The relative error of the recurrence grows like $O(m \varepsilon)$ over a length $2^m$ transform, where
$\varepsilon$ is the unit roundoff. Long transforms therefore require Tang's half-angle formula (1989) or
Buneman's recurrence to keep the error bounded. sangi defaults to a precomputed table and refreshes the boundary
entries via direct cos/sin evaluation.
In-place and strided transforms
A radix-2 butterfly reads two elements and writes two elements, so the whole FFT can proceed in place.
The sangi FFT::fft(std::span<T>) overwrites its argument directly.

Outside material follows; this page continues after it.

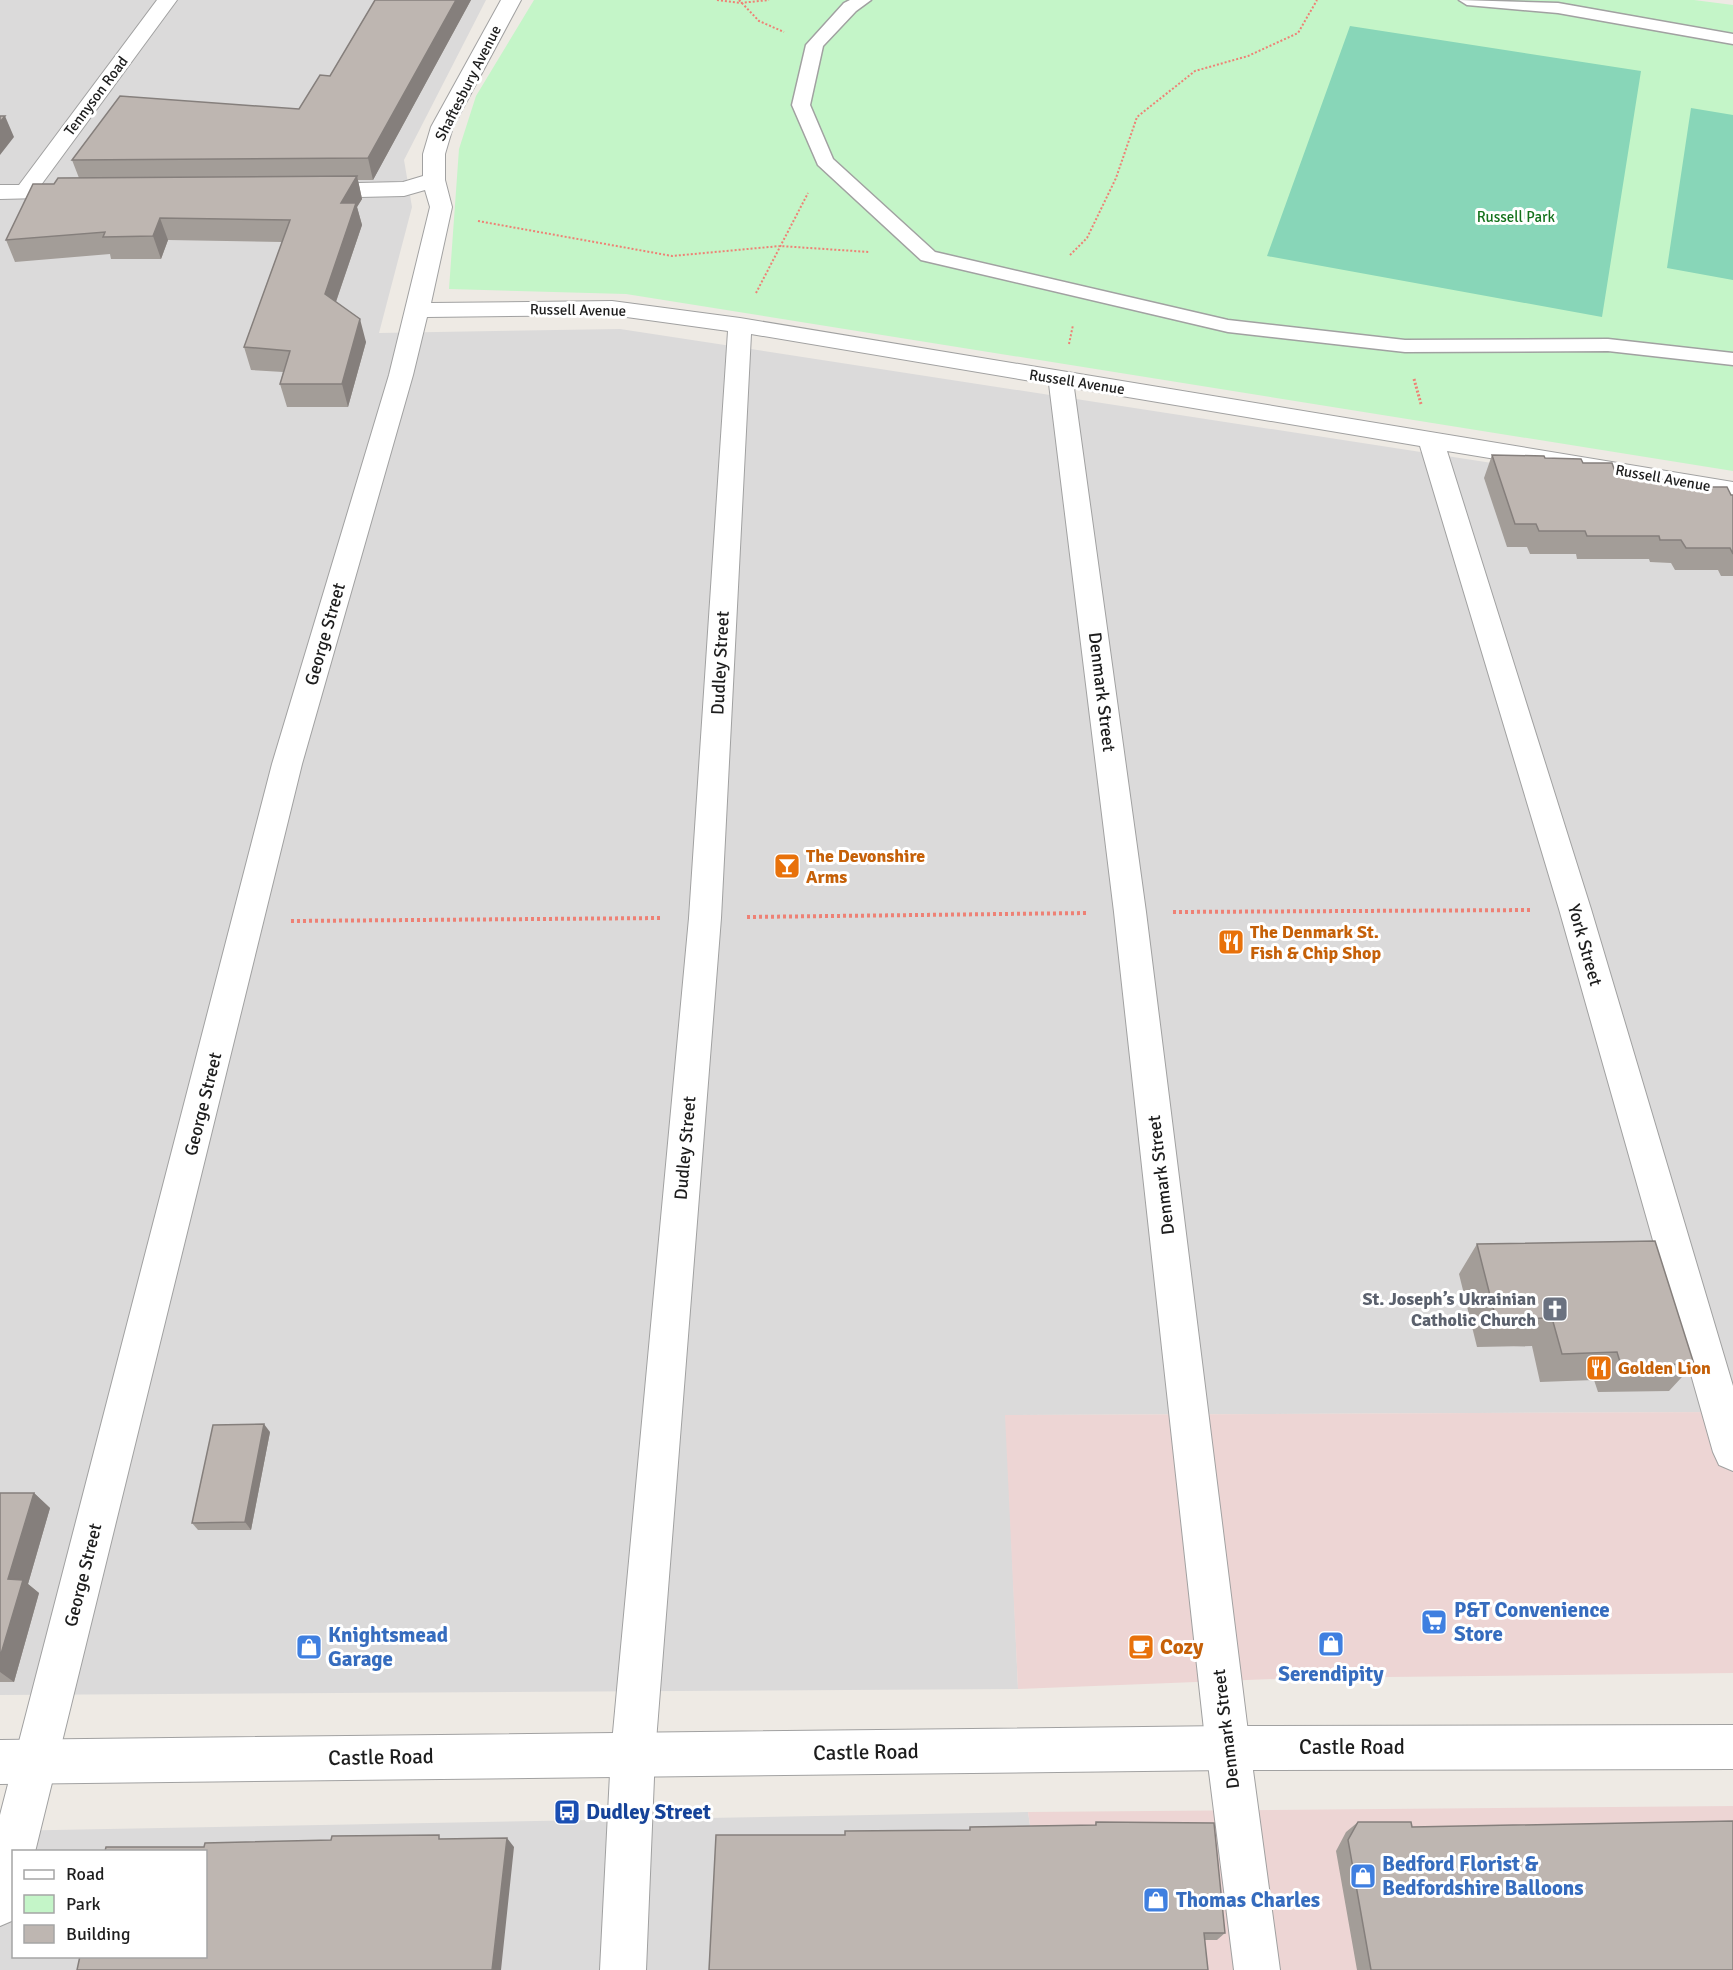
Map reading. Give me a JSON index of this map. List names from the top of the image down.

Multi-dimensional FFTs (FFT-multidim) apply 1D transforms along each axis, but axes other than the innermost run with stride $N_x$ and lose unit-stride access. Two strategies are common:
- Strided butterflies: bake the stride into pointer arithmetic. Simpler code, weaker cache behaviour.

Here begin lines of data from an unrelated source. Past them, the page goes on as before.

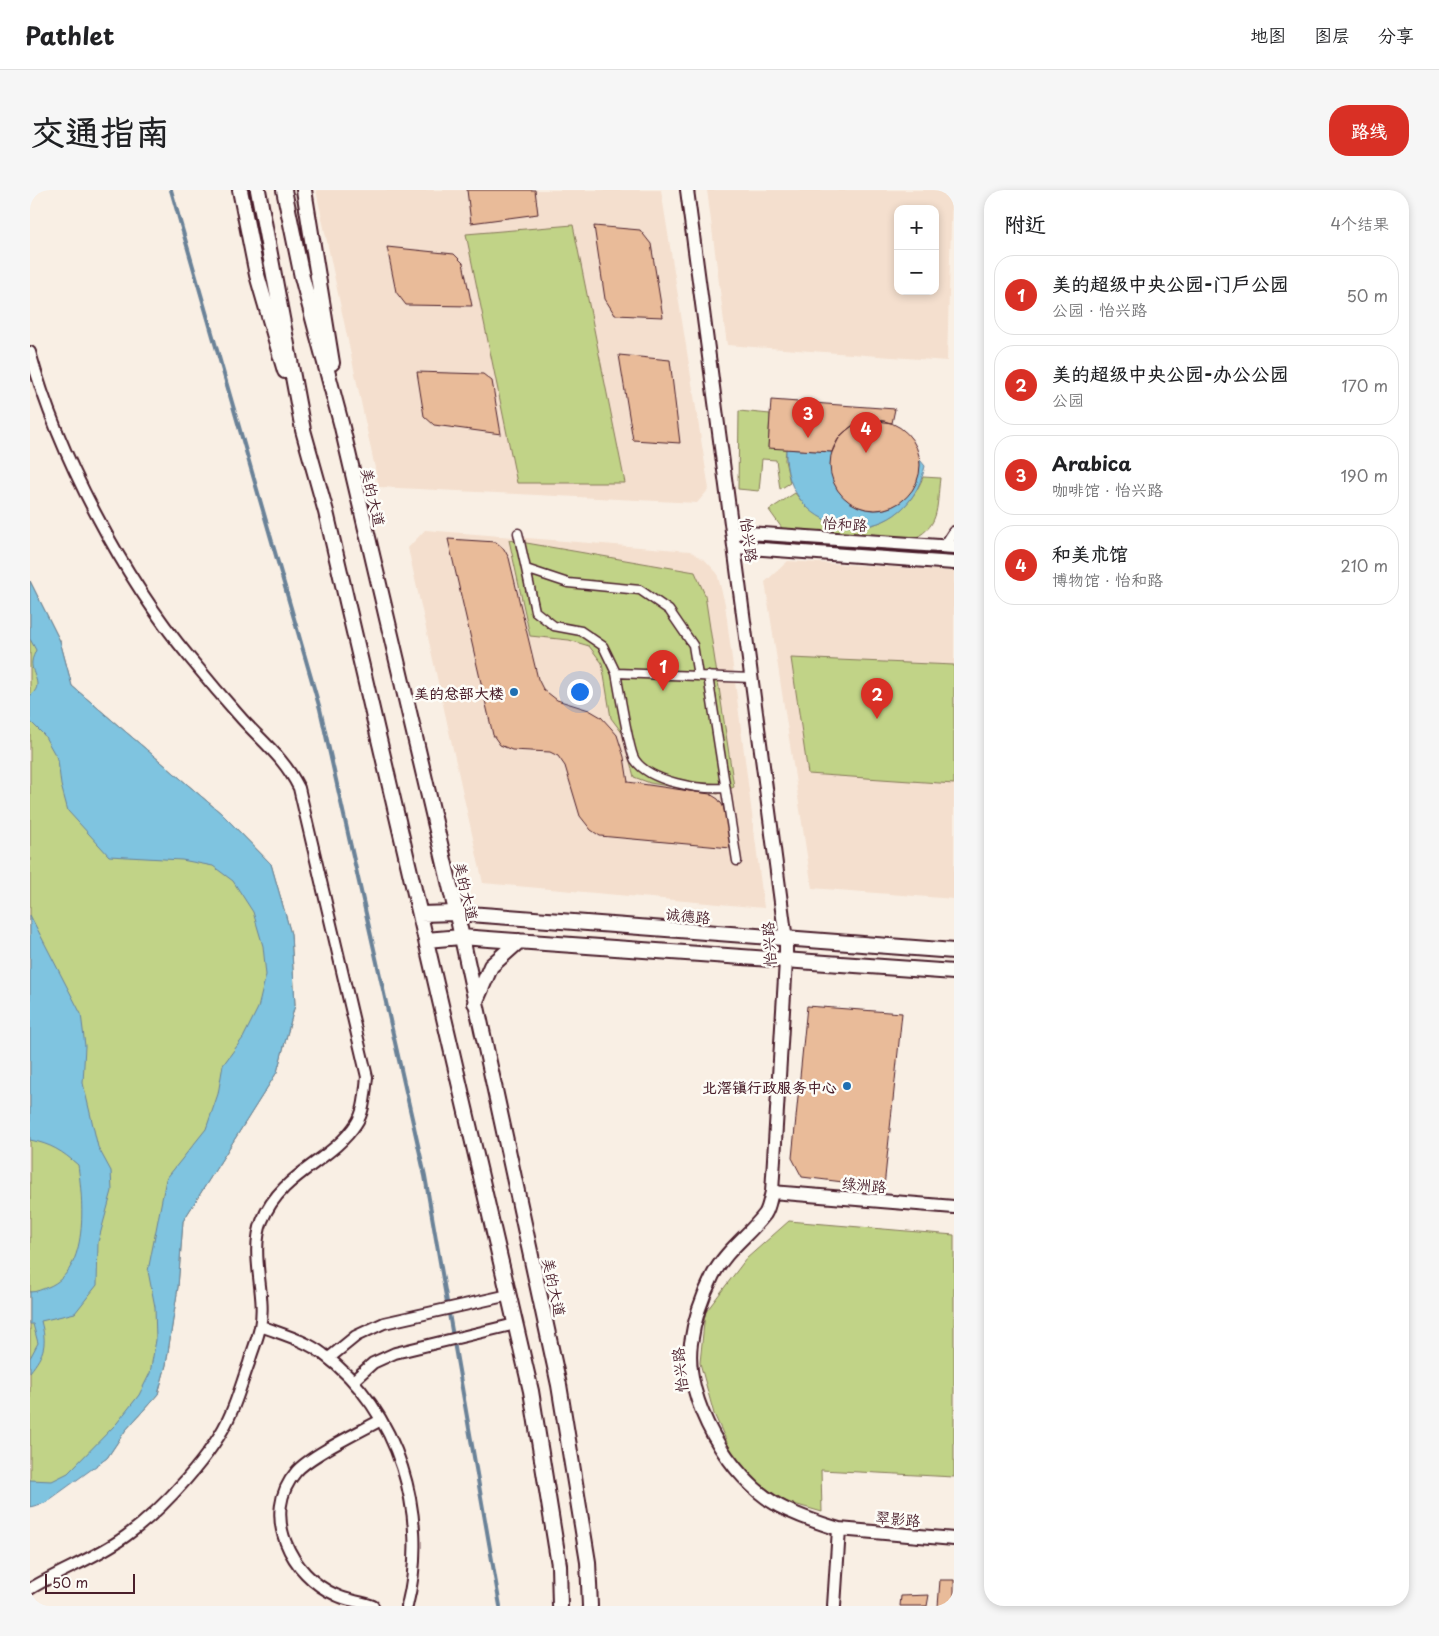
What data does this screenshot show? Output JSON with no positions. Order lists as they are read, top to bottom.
{
  "streets": {
    "main road": ["美的大道", "诚德路"],
    "street": [
      "怡和路",
      "怡兴路",
      "绿洲路",
      "翠影路"
    ]
  },
  "crossings": [
    ["美的大道", "诚德路"],
    ["怡和路", "怡兴路"],
    ["怡兴路", "诚德路"],
    ["怡兴路", "绿洲路"],
    ["怡兴路", "翠影路"]
  ],
  "places": ["美的总部大楼", "北滘镇行政服务中心"],
  "scale_bar": "50 m",
  "page": {
    "header": "Pathlet",
    "nav": ["地图", "图层", "分享"],
    "title": "交通指南",
    "buttons": "路线",
    "heading": ["附近", "4个结果"],
    "map_buttons": ["+", "−"],
    "list": [
      {
        "mark": "1",
        "name": "美的超级中央公园-门户公园",
        "note": "公园 · 怡兴路",
        "value": "50 m"
      },
      {
        "mark": "2",
        "name": "美的超级中央公园-办公公园",
        "note": "公园",
        "value": "170 m"
      },
      {
        "mark": "3",
        "name": "Arabica",
        "note": "咖啡馆 · 怡兴路",
        "value": "190 m"
      },
      {
        "mark": "4",
        "name": "和美术馆",
        "note": "博物馆 · 怡和路",
        "value": "210 m"
      }
    ],
    "pins": [
      "3",
      "4",
      "1",
      "2"
    ],
    "scale": "50 m"
  }
}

- Transpose + contiguous FFT: transpose the data so each axis becomes innermost, then run a unit-stride 1D FFT. Block transposition keeps the operation cache-friendly.
sangi fft2d and fft3d use the transpose path and run each 1D FFT through the
SIMD radix-2 kernel on contiguous memory.
Dispatch in sangi
FFT<T, Real>::fft(data) dispatches as follows based on $N = $ data.size().
| $N$ | Path | Notes |
|---|---|---|
| $2^k$ | SIMD radix-2 (AVX2 / SSE) | Optimised float / double path |
| $2^a \cdot 3^b \cdot 5^c$ (5-smooth) | Mixed radix-{2,3,5} | is_valid_size returns true |
| Otherwise | Bluestein (chirp z) | Pads internally to a power-of-two $\geq 2N - 1$ |
ModularInt<P> | NTT path | Radix-2 butterflies over a residue ring |
The inverse transform applies the same butterflies with conjugated twiddles plus $1/N$ normalisation.

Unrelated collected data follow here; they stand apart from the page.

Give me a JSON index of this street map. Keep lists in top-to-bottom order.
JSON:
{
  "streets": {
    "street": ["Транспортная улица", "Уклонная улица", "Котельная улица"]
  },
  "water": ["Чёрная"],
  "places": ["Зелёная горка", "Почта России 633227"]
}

Use the FFTEngine class to choose a normalisation convention through
FFTDivMode (None / Forward / Inverse / Both).
Bluestein and arbitrary-length transforms are covered in FFT-bluestein-real, which also discusses real-input packing. NTT details live in FFT-ntt-bigint, and multi-dimensional FFTs and convolution in FFT-multidim.
References
- Cooley, J. W. and Tukey, J. W. (1965). "An Algorithm for the Machine Calculation of Complex Fourier Series". Mathematics of Computation, 19, 297–301.
- Singleton, R. C. (1969). "An Algorithm for Computing the Mixed Radix Fast Fourier Transform". IEEE Trans. Audio Electroacoust., 17, 93–103.
- Duhamel, P. and Hollmann, H. (1984). "Split-radix FFT algorithm". Electronics Letters, 20, 14–16.
- Johnson, S. G. and Frigo, M. (2007). "A Modified Split-Radix FFT With Fewer Arithmetic Operations". IEEE Trans. Signal Process., 55, 111–119.
- Van Loan, C. (1992). Computational Frameworks for the Fast Fourier Transform. SIAM.